WHAT THE TASK ASKS: Each line below must be printed again exactly.

═══ GIVEN DATA

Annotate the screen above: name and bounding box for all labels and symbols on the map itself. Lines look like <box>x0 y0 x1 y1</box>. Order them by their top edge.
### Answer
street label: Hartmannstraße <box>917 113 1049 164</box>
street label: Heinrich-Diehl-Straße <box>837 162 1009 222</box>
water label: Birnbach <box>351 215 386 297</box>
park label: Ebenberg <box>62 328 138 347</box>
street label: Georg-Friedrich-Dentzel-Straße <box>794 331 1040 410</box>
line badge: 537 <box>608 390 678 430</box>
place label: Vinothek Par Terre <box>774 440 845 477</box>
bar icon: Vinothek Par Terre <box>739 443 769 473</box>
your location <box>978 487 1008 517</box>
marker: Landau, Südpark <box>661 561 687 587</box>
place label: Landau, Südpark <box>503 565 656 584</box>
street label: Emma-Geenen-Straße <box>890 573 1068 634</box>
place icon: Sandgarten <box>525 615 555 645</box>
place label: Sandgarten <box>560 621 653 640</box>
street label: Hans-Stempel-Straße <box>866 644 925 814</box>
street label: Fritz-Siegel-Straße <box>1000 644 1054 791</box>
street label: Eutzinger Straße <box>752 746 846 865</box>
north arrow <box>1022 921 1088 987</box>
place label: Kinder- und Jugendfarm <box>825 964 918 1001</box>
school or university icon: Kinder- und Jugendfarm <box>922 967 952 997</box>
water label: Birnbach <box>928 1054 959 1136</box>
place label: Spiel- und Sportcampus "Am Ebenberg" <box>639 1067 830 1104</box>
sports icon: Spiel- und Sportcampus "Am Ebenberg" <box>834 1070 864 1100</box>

══════

WRITTEN RESPONSE:
Annotate the screen above: name and bounding box for all labels and symbols on the map itself. Lines look like <box>x0 y0 x1 y1</box>. Order them by their top edge.
### Answer
street label: Hartmannstraße <box>917 113 1049 164</box>
street label: Heinrich-Diehl-Straße <box>837 162 1009 222</box>
water label: Birnbach <box>351 215 386 297</box>
park label: Ebenberg <box>62 328 138 347</box>
street label: Georg-Friedrich-Dentzel-Straße <box>794 331 1040 410</box>
line badge: 537 <box>608 390 678 430</box>
place label: Vinothek Par Terre <box>774 440 845 477</box>
bar icon: Vinothek Par Terre <box>739 443 769 473</box>
your location <box>978 487 1008 517</box>
marker: Landau, Südpark <box>661 561 687 587</box>
place label: Landau, Südpark <box>503 565 656 584</box>
street label: Emma-Geenen-Straße <box>890 573 1068 634</box>
place icon: Sandgarten <box>525 615 555 645</box>
place label: Sandgarten <box>560 621 653 640</box>
street label: Hans-Stempel-Straße <box>866 644 925 814</box>
street label: Fritz-Siegel-Straße <box>1000 644 1054 791</box>
street label: Eutzinger Straße <box>752 746 846 865</box>
north arrow <box>1022 921 1088 987</box>
place label: Kinder- und Jugendfarm <box>825 964 918 1001</box>
school or university icon: Kinder- und Jugendfarm <box>922 967 952 997</box>
water label: Birnbach <box>928 1054 959 1136</box>
place label: Spiel- und Sportcampus "Am Ebenberg" <box>639 1067 830 1104</box>
sports icon: Spiel- und Sportcampus "Am Ebenberg" <box>834 1070 864 1100</box>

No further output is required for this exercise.